How do bees make honey?
Nectar is a sweet liquid contained in flowers, collected by a bee with a long proboscis. The insect stores nectar in its extra stomach, called the honey goiter. Nectar is very important to bees, so if one bee finds a rich source of nectar, it can communicate this to the rest of the bees through a series of dances. Pollen is just as important: the yellow granules found in flowers are rich in proteins, lipids, vitamins and minerals and are a food source for bees. The pollen is stored in empty combs and can be used to make “bee bread,” a fermented food that insects make by moistening the pollen.
But most of the food is collected through foraging. While bees buzz around the flower collecting pollen and nectar, special proteins (enzymes) in their honey stomach transform the chemical composition of the nectar, making it suitable for long-term storage.
Once a bee returns to its hive, it passes the nectar to another bee through burping, which is why some call honey “bee vomit.” The process is repeated until the nectar, turned into a thicker liquid rich in gastric enzymes, enters the honeycomb.
The bees still have to work to turn the nectar into honey. The industrious insects use their wings to “inflate” the nectar, speeding up the evaporation process. Once most of the water is gone from the nectar, the bees finally get the honey. The bees seal the honeycombs with secretions from their abdomens, which harden into beeswax, and the honey can be stored for a long time. In total, the bees reduce the water content of the nectar from 90% to 20%.
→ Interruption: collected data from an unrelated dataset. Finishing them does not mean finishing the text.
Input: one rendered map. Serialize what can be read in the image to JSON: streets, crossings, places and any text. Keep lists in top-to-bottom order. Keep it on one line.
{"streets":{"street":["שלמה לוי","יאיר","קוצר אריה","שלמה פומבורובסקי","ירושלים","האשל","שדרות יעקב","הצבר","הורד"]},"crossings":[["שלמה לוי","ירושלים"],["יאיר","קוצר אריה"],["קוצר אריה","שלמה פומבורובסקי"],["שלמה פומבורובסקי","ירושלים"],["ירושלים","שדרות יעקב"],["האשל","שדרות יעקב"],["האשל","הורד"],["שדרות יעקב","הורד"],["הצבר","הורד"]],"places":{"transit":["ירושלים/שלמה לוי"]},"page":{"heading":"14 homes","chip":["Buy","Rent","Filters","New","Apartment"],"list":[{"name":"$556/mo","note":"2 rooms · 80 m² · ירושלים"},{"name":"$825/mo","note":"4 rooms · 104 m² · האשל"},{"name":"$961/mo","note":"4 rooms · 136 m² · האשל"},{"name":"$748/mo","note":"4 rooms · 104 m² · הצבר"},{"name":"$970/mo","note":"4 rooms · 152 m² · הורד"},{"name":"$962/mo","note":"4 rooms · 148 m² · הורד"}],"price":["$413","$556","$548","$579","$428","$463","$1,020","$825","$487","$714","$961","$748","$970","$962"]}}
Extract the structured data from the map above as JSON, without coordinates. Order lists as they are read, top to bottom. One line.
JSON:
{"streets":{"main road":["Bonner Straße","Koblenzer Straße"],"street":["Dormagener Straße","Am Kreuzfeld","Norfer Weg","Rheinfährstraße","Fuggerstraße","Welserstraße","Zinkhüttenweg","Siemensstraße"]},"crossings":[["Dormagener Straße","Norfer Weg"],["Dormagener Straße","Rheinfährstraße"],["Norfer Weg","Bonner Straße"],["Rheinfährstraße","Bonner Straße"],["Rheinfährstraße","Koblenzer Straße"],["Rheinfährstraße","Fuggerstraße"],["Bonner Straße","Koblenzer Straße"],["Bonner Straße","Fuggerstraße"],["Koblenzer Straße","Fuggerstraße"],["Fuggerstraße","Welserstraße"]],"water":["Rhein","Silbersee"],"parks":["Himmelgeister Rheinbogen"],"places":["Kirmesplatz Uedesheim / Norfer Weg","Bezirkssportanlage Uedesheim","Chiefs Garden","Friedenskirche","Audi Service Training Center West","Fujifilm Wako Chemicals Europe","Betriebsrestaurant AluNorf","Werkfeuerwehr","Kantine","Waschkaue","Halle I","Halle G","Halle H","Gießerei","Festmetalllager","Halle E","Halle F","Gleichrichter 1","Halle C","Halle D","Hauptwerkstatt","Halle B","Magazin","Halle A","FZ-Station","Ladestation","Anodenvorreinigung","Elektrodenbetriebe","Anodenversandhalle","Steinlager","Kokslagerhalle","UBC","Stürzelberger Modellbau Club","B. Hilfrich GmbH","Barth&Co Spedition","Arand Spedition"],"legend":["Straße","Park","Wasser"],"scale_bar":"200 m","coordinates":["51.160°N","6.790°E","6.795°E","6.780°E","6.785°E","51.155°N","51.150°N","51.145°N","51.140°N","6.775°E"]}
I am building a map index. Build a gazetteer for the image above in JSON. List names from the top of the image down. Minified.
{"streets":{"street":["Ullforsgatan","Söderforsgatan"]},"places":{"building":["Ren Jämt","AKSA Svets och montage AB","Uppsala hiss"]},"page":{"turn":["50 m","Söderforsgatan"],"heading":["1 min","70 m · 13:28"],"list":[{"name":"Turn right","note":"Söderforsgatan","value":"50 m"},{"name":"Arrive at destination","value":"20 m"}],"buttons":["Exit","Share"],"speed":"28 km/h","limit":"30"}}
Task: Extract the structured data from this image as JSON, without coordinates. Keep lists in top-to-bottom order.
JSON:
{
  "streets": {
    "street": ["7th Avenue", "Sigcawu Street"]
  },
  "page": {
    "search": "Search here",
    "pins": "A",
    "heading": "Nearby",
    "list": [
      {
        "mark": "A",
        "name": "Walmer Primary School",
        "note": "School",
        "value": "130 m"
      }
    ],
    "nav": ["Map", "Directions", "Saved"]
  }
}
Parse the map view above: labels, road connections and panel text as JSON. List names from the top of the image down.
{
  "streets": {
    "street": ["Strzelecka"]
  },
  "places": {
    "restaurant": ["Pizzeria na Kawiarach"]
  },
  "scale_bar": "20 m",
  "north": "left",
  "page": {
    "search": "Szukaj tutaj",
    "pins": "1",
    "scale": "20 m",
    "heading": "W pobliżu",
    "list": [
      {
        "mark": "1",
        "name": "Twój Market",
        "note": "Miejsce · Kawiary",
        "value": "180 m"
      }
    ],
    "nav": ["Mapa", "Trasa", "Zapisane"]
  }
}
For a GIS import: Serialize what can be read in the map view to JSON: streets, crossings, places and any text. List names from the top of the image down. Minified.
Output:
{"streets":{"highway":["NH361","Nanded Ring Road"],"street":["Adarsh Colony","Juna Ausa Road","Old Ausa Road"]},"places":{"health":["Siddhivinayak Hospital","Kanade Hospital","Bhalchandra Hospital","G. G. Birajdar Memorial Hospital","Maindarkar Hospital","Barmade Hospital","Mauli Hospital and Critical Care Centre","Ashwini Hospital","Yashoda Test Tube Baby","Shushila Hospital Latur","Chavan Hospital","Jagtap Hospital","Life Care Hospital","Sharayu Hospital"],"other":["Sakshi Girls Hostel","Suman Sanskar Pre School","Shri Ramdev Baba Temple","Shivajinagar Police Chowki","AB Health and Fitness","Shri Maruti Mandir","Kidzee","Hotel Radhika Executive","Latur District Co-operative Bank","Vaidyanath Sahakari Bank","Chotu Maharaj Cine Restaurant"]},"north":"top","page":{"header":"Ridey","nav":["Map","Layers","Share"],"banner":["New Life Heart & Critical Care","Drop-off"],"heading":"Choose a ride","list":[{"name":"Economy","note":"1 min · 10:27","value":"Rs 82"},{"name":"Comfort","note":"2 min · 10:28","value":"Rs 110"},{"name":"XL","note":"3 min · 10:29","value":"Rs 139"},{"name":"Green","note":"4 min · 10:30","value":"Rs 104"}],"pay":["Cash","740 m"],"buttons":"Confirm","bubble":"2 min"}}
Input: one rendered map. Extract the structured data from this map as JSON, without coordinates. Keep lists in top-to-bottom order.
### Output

According to Scientific American, one colony can produce about 110 kg of nectar – a significant figure, given that most flowers produce only a tiny drop of nectar. An ordinary jar of honey requires a million bee manipulations. One colony can produce 50 to 100 jars of honey per year.
Do bees need honey?
Bees put in a lot of work to make honey. According to BeeSpotter, the average colony consists of 30 bees. It is believed that bees use 000 to 135 liters of honey annually.
Pollen is the bee’s main food source, but honey is also important. Worker bees use it as a source of carbohydrates to support energy levels. Honey is also consumed by adult drones for mating flights and is essential for larval growth.
Honey is especially important in winter, when the worker bees and the queen come together and process the honey to generate heat. After the first frost, the flowers practically disappear, so honey becomes a vital source of food. Honey helps protect the colony from the cold. The colony will die if there is not enough honey.
people and honey
Honey has been part of the human diet for thousands of years.
Alyssa Crittenden, an ecologist and nutritional anthropologist at the University of Nevada, wrote about the history of human consumption of honey in Food and Foodways magazine. Rock paintings depicting honeycombs, swarms of bees and the gathering of honey date back 40 years and have been found in Africa, Europe, Asia and Australia. Crittenden points to a range of other evidence that early humans ate honey. Primates such as baboons, macaques, and gorillas are known to eat honey. She believes that “it is very likely that early hominids were at least as capable of harvesting honey.”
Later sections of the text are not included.